This past Sunday I preached at one of the Columbia District churches. It was both Christ the King Sunday and the church’s observance of Thanksgiving. As we are about to enter into a new Christian year with Advent, I first want to reflect on Christ the King. We struggle with our desire for God to be both immanent and transendent. Our hearts desire a God who is closer to us than a best friend and yet bigger than any problem. The immancence of God versus the transcendence of God is a complicated conundrum. God’s immanence proclaims that God’s image can be seen everywhere but decidely declares that God isn’t everything. God is beyond “thingness.” God is wholly other than creature. This otherness is what is meant by God’s transcendence. While it is true that we can see God in everything (panentheism) and that God is everywhere (omnipresence), we must never confuse the Creator with the creation, except with Jesus, of course!
This “of course” is huge! In Jesus we see the mystery of incarnation. Incarnation means “in the flesh,” “carnation” coming from the same root as “carnivore.” The mystery of Jesus’ personhood is that He is both human and divine simultaneously without devaluing or convoluting either. I am utterly amazed at the miracle of how big our God is – big enough to create the universe and big enough, oxymoronically, to limit Godself to time and space in Jesus. Wow!
You might ask, “What’s the big deal?” The answer is as clear as why I feel so powerless soemtimes.
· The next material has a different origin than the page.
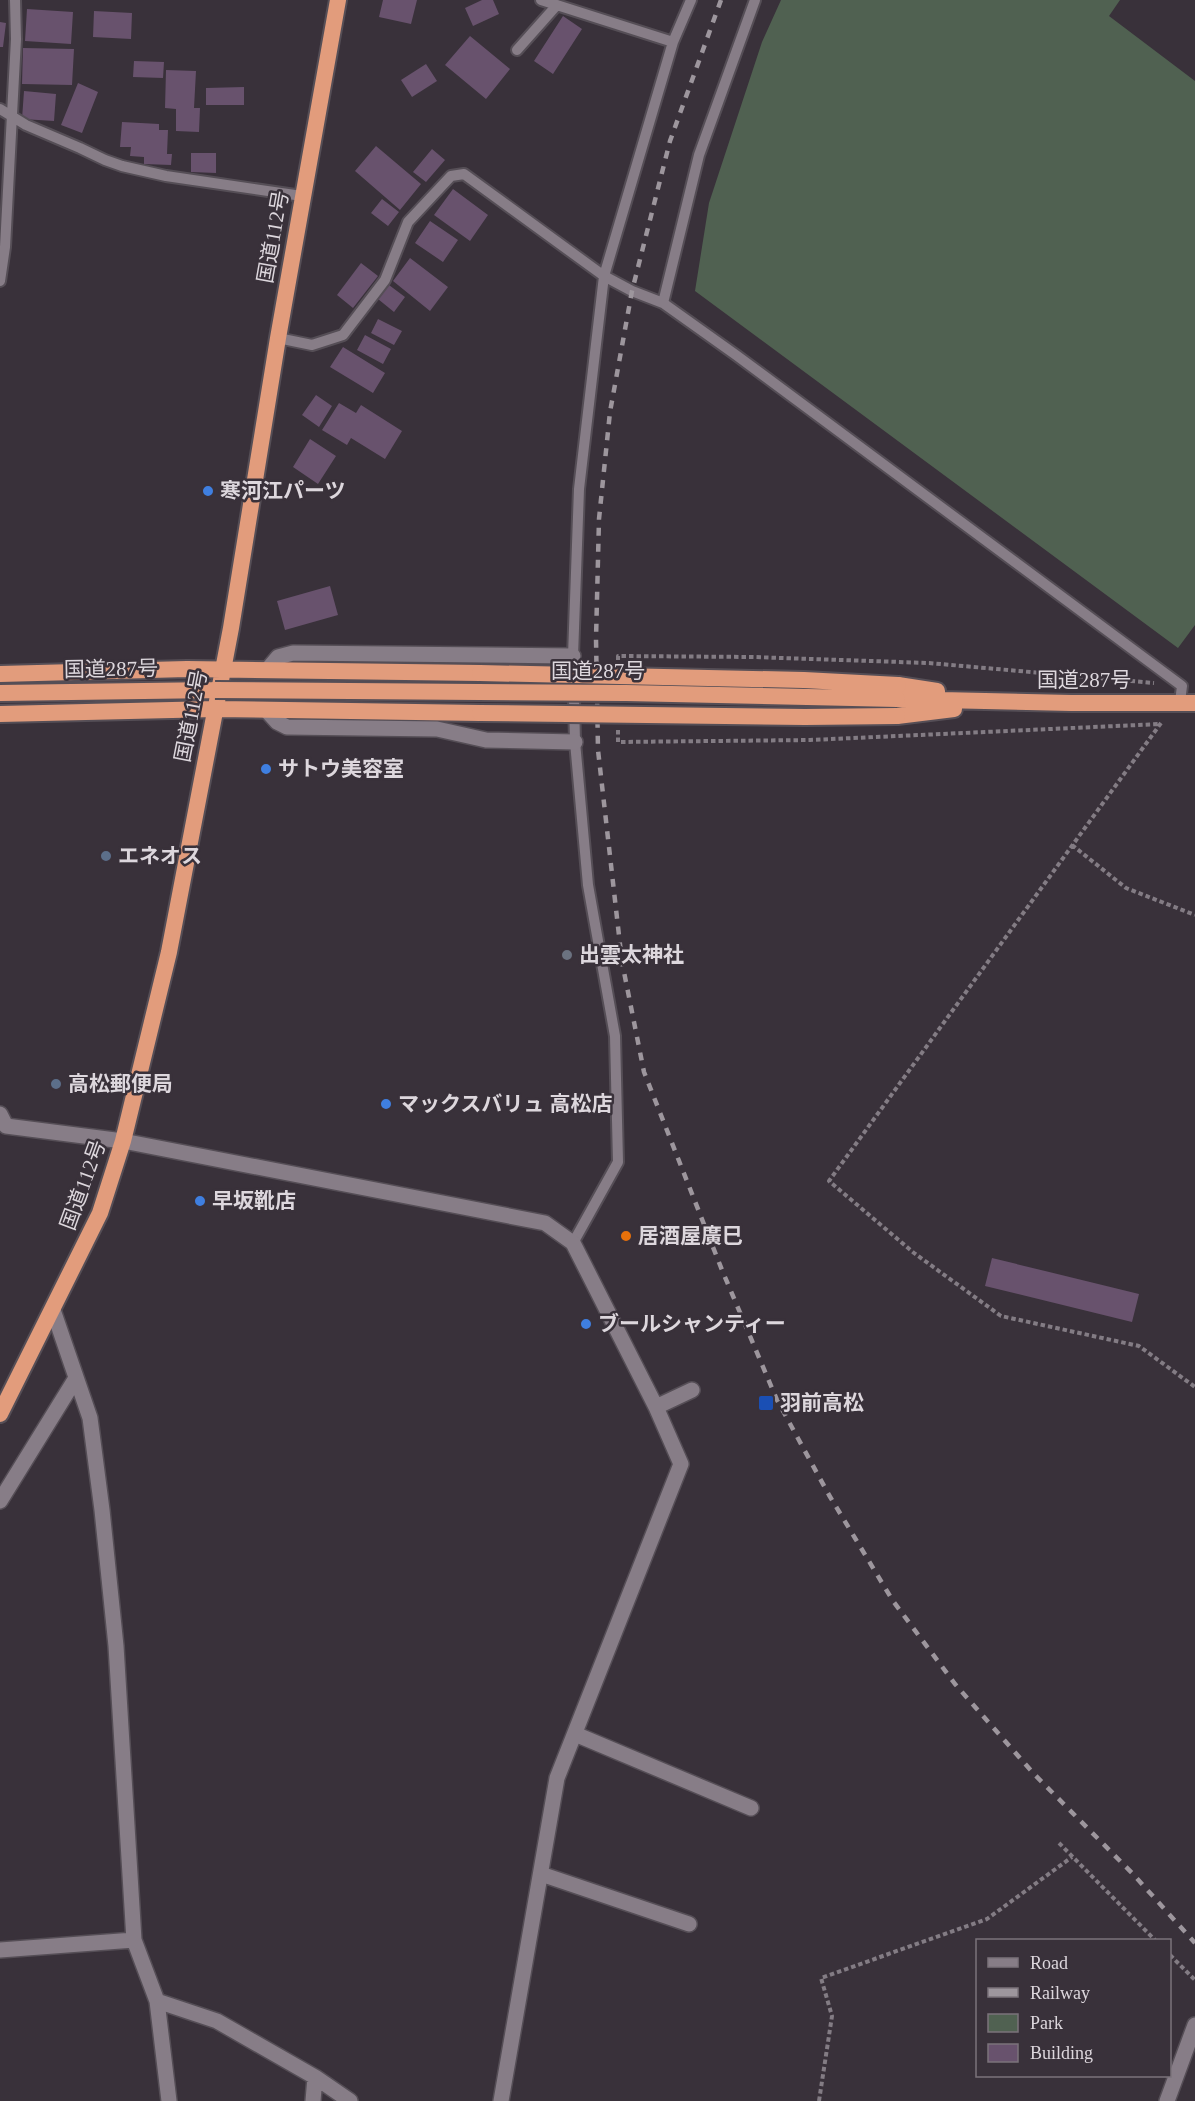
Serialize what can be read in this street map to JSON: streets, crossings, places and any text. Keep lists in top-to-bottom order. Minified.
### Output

It’s as clear as my need to know why we even exist. The wonder of God is a big deal because it informs my choices, invigorates my faith, and clears up my confusion. Simply put, I need a God big enough to know it all and small enough to know me. Jesus is that God!
David c. Needham, in his book, Close to His Majesty: An Invitation to Walk With God, writes about the greatnes of God: “When I was a boy, our family often went camping in the High Sierras in California. Traveling along the eastern slopes of those 10-14 thousand feet peaks involved several steep grades and dry, desert-like heat. Steaming radiators and canvas water bags slung over car bumpers were standard equipment. One mountain grade I will never forget. It had a funny name: the ‘O’ grade.”
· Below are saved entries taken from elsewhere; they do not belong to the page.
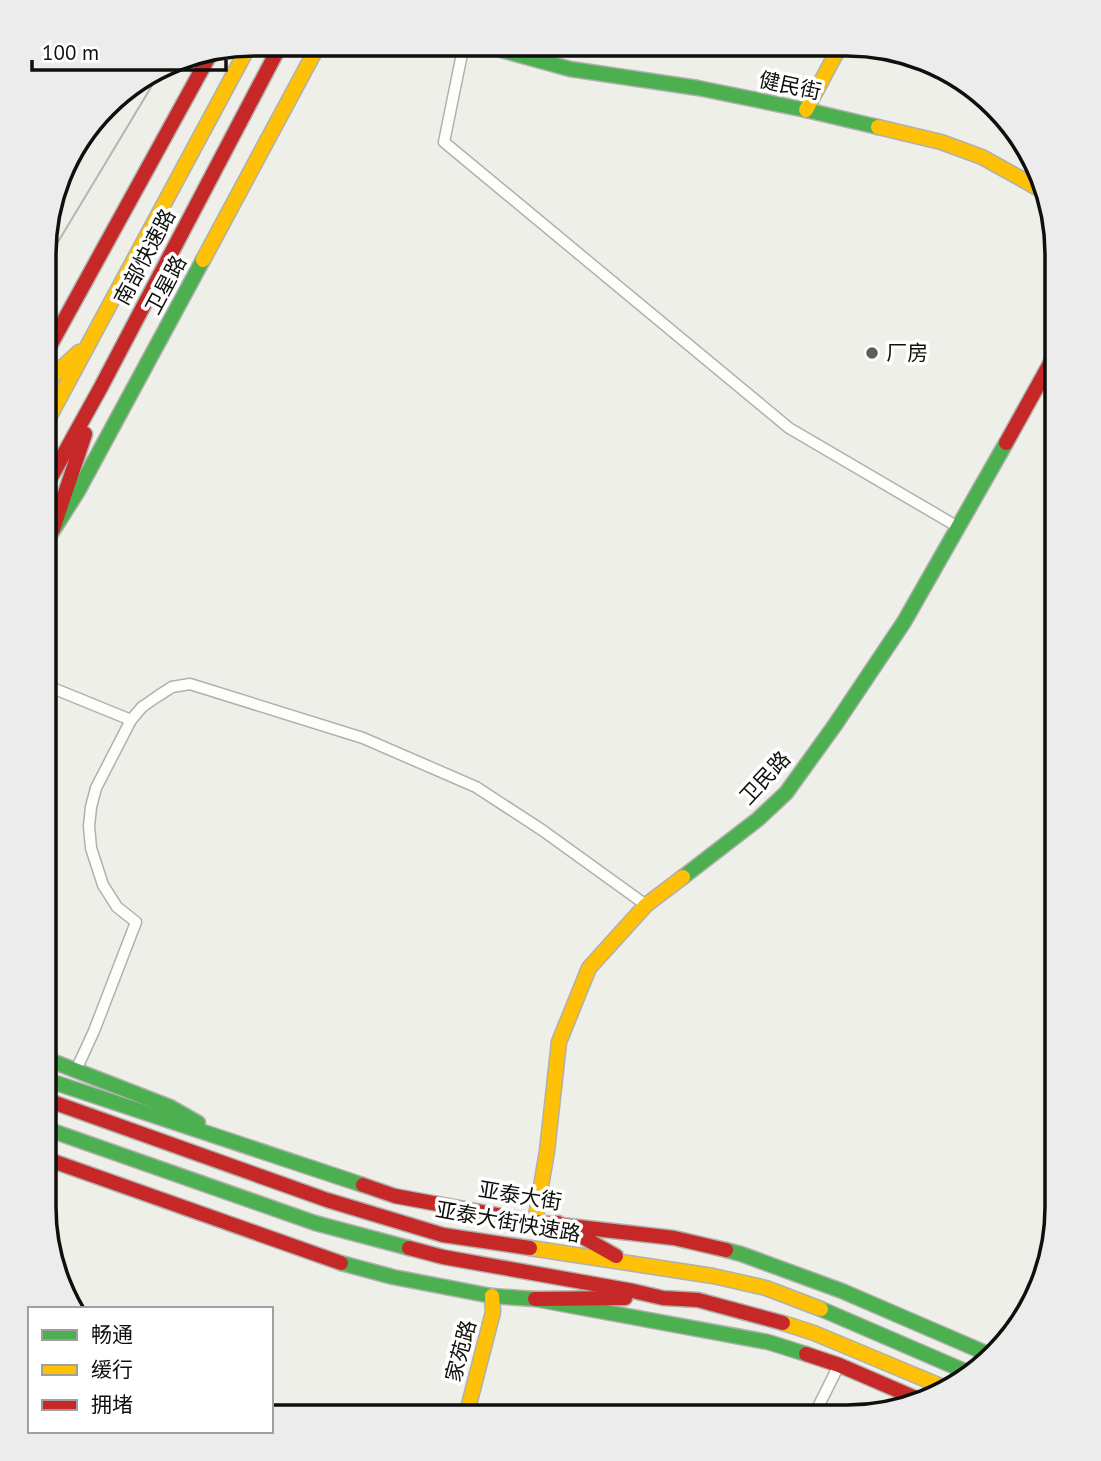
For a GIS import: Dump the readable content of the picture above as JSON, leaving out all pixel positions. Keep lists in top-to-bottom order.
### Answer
{
  "streets": {
    "main road": [
      "健民街",
      "南部快速路",
      "卫星路",
      "卫民路",
      "亚泰大街",
      "亚泰大街快速路",
      "家苑路"
    ]
  },
  "crossings": [
    ["卫民路", "亚泰大街"]
  ],
  "places": ["厂房"],
  "legend": ["畅通", "缓行", "拥堵"],
  "scale_bar": "100 m"
}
Needham continues his story by asking his father, “Why ‘O’? Why is it called that way? Is the next grade after it the “P” grade?” Mom and Dad simply smiled and said, “Just wait. You’ll see.” Needham says, “Up and up we would climb on the twisting switchback road through scrub pine and sage. And then — when it seemed we would never get to the top of the ridge — we did! Spontaneously I cired out, ‘Oh!’ There in fron of us, beyond a diamond-studded lake and framed with quaking aspen, was the jagged, snowy Sierra Crest … higher, more massive, more beautiful, and more alive with color than I dreamed. We all laughed together at our now-shared secret. Someday, I thought to myself, I would have the chance to say to someone else, ‘Just wait. You’ll see.'”
Christ the King Sunday and Advent remind me of the “Oh!” of Jesus’ wonder, both immanent and transcendent. He is great enough to be called King of Kings and one of us so as to be called Friend.” Oh! Wow!